DJ UPDATE: US-Wirtschaftswachstum zieht im 3. Quartal unerwartet an
15:40 31.10.07
(NEU: Kommentare von Bankvolkswirten, Details)
WASHINGTON (Dow Jones)--Die Wirtschaft der USA ist dritten Quartal unerwartet kräftig gewachsen, wofür vor allem ein starker privater Konsum und robuste Exporte gesorgt haben. Wie das US-Handelsministerium am Mittwoch mitteilte, erhöhte sich das Bruttoinlandsprodukt (BIP) zwischen Juli und September um annualisiert 3,9%. Von Dow Jones Newswires befragte Volkswirte hatten im Konsens mit einem Anstieg von lediglich 3,0% gerechnet. Im zweiten Quartal war das US-BIP um 3,8% gewachsen, nachdem im ersten Quartal ein Anstieg um 0,6% verzeichnet worden war.
Bankvolkswirte zeigten sich zwar positiv überrascht, zugleich äußerten sie sich jedoch skeptisch hinsichtlich der weiteren Konjunkturentwicklung in den USA. Die Frage nach der Notwendigkeit weiterer Zinssenkungen durch die US-Notenbank stelle sich nicht, hieß es mit Blick auf latente Rezessionsgefahren. An den Finanzmärkten fielen die Reaktionen auf die starken BIP-Daten verhältnismäßig moderat aus.

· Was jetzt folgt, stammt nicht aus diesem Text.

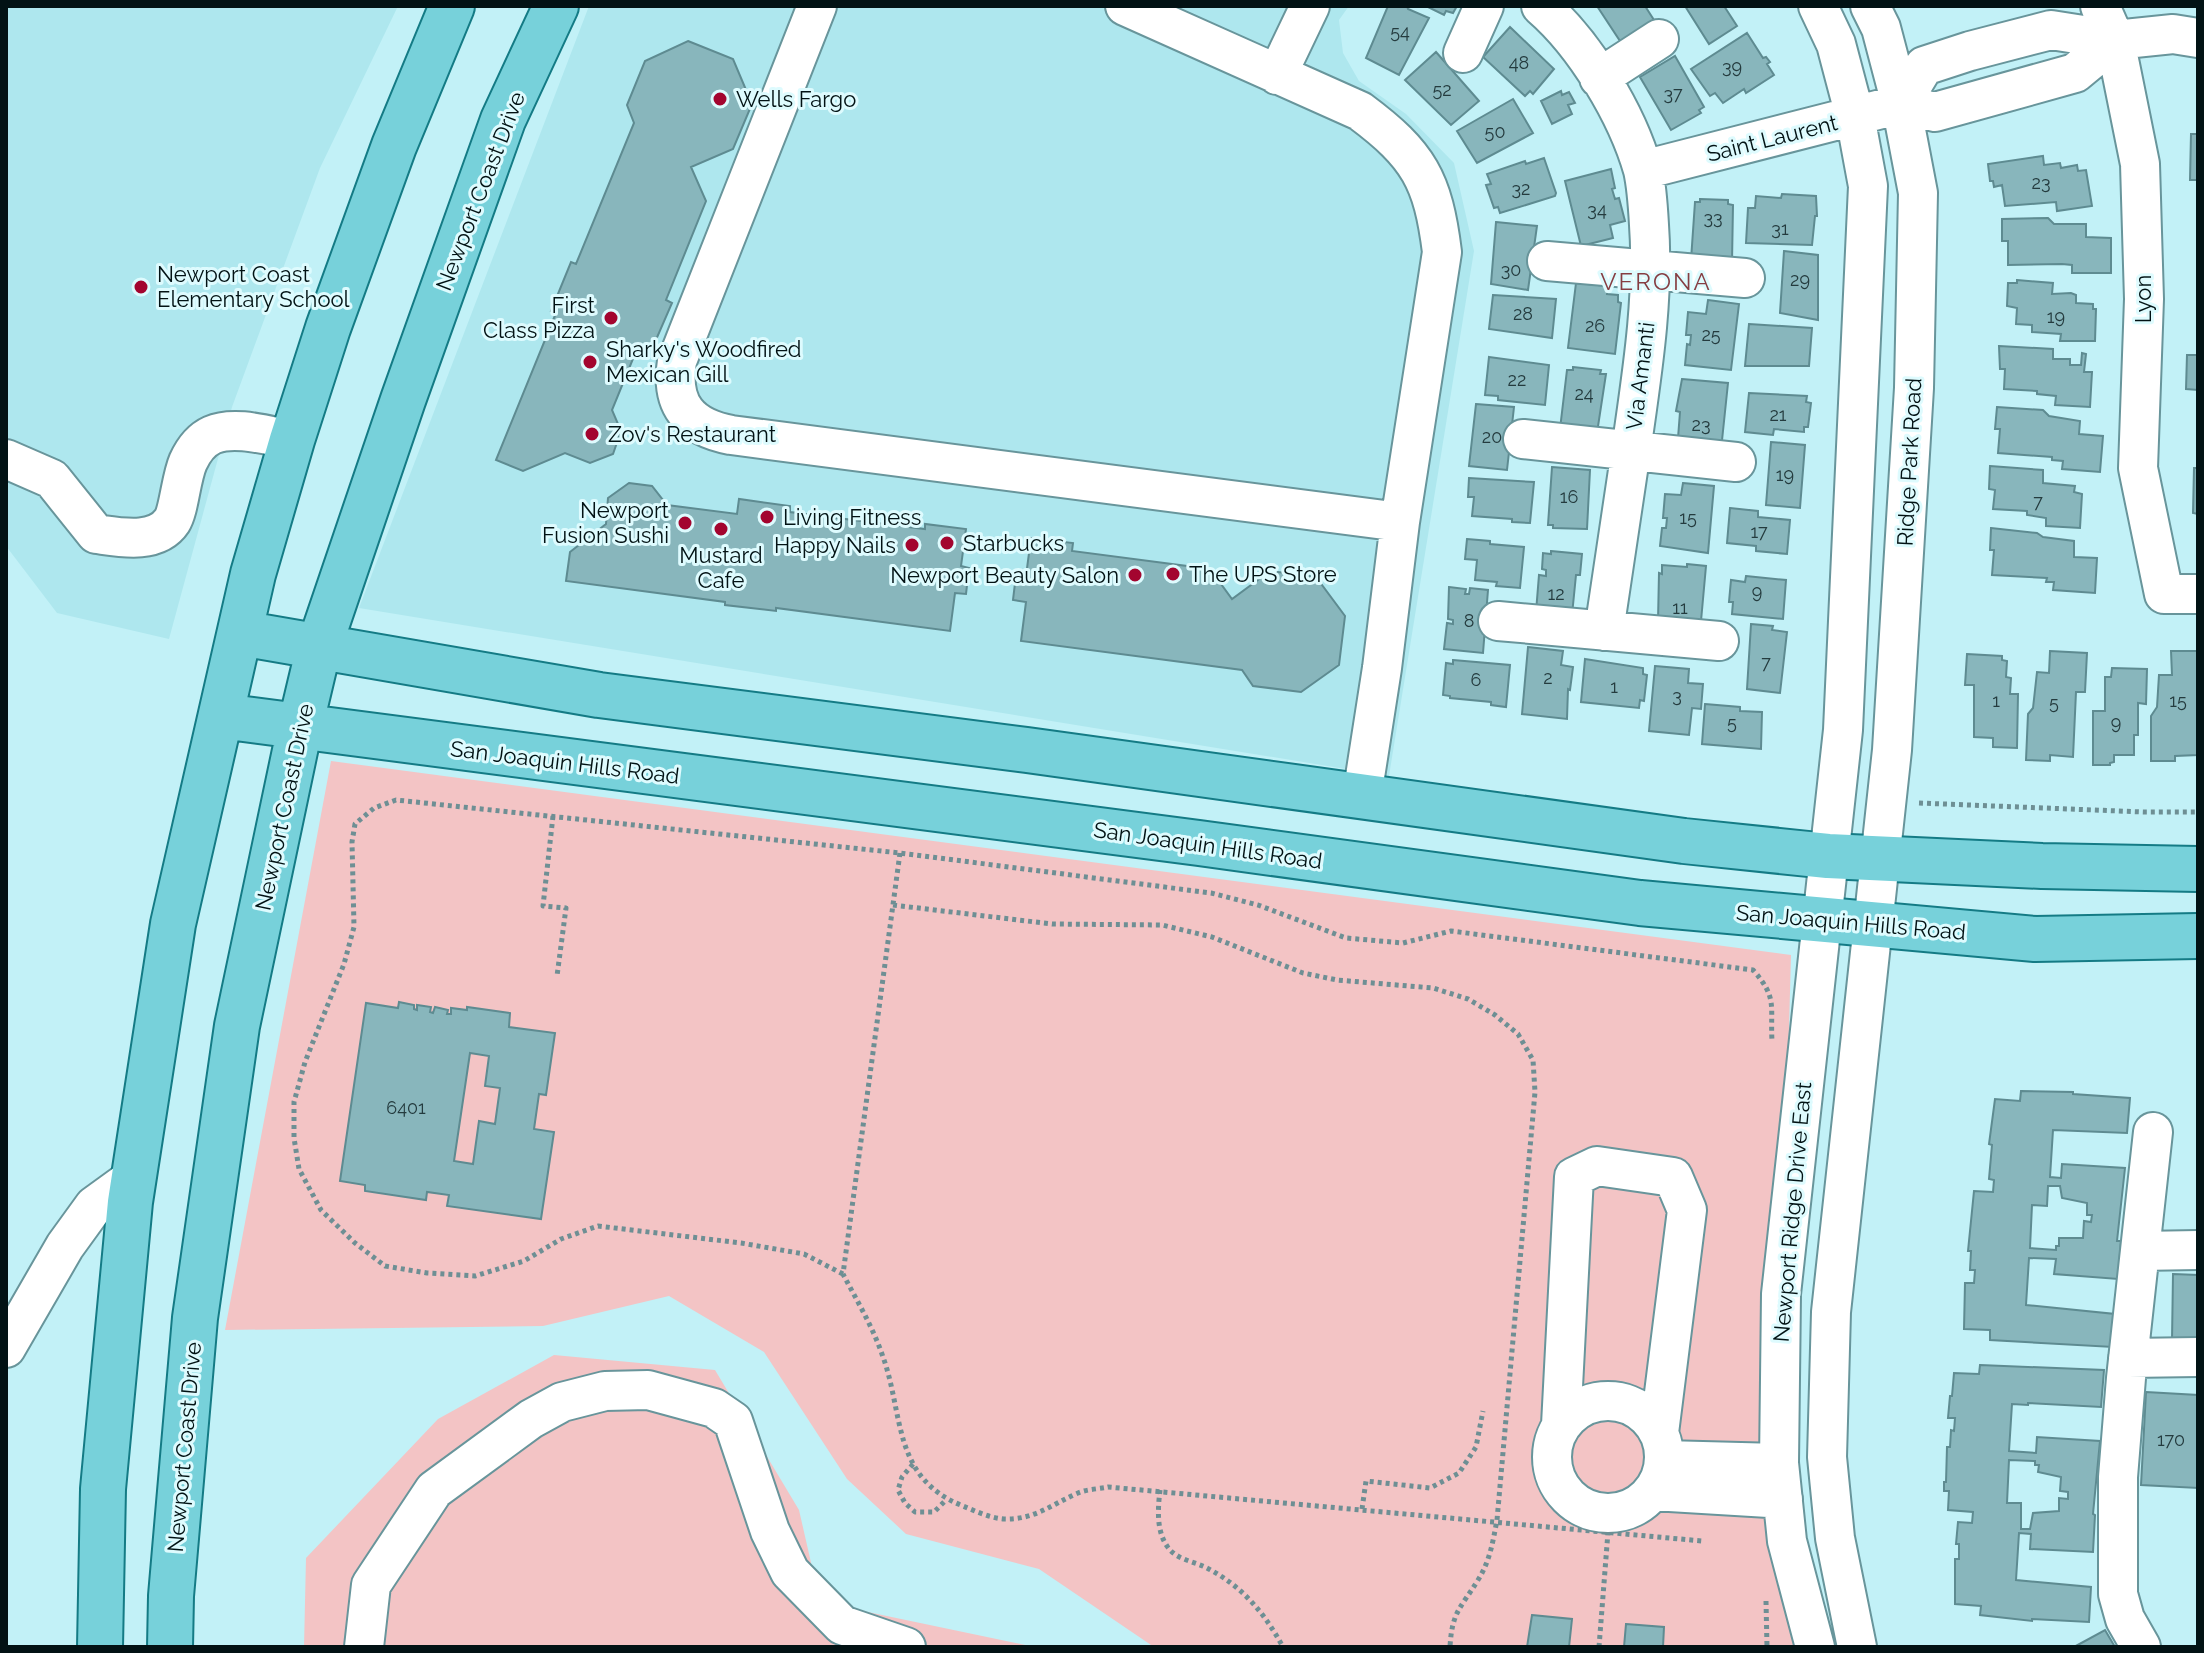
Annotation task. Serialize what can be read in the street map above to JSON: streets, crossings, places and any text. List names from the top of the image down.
{
  "streets": {
    "main road": ["Newport Coast Drive", "San Joaquin Hills Road"],
    "street": [
      "Saint Laurent",
      "Lyon",
      "Via Amanti",
      "Ridge Park Road",
      "Newport Ridge Drive East"
    ]
  },
  "crossings": [
    ["Saint Laurent", "Lyon"],
    ["Saint Laurent", "Via Amanti"],
    ["Saint Laurent", "Ridge Park Road"],
    ["Newport Coast Drive", "San Joaquin Hills Road"],
    ["Ridge Park Road", "San Joaquin Hills Road"],
    ["San Joaquin Hills Road", "Newport Ridge Drive East"]
  ],
  "districts": ["VERONA"],
  "places": [
    "Wells Fargo",
    "Newport Coast Elementary School",
    "First Class Pizza",
    "Sharky's Woodfired Mexican Gill",
    "Zov's Restaurant",
    "Living Fitness",
    "Newport Fusion Sushi",
    "Mustard Cafe",
    "Starbucks",
    "Happy Nails",
    "The UPS Store",
    "Newport Beauty Salon"
  ],
  "house_numbers": [
    "54",
    "48",
    "39",
    "52",
    "37",
    "50",
    "23",
    "32",
    "34",
    "33",
    "31",
    "30",
    "29",
    "28",
    "19",
    "26",
    "25",
    "22",
    "24",
    "21",
    "23",
    "20",
    "19",
    "16",
    "7",
    "15",
    "17",
    "9",
    "12",
    "11",
    "8",
    "7",
    "2",
    "6",
    "1",
    "3",
    "1",
    "15",
    "5",
    "5",
    "9",
    "6401",
    "170"
  ]
}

Die stärksten Wachstumsimpulse kamen nach Angaben des Handelsministeriums vom privaten Verbrauch. Dieser legte im dritten Quartal um annualisiert 3,0% zu, nachdem er im zweiten Jahresviertel lediglich um 1,4% gestiegen war. Während die Unternehmensinvestitionen (Ausrüstungen und gewerbliche Bauten) um 7,9% (11,0%) zulegten, verzeichneten die Wohnbauinvestitionen ein annualisiertes Minus von 20,1%. Bereits in den Vorquartalen hatten der Wohnbau stets zweistellige prozentuale Rückgänge registriert. Insgesamt legten die Investitionen um 0,8% (zweites Quartal: plus 4,6%) zu.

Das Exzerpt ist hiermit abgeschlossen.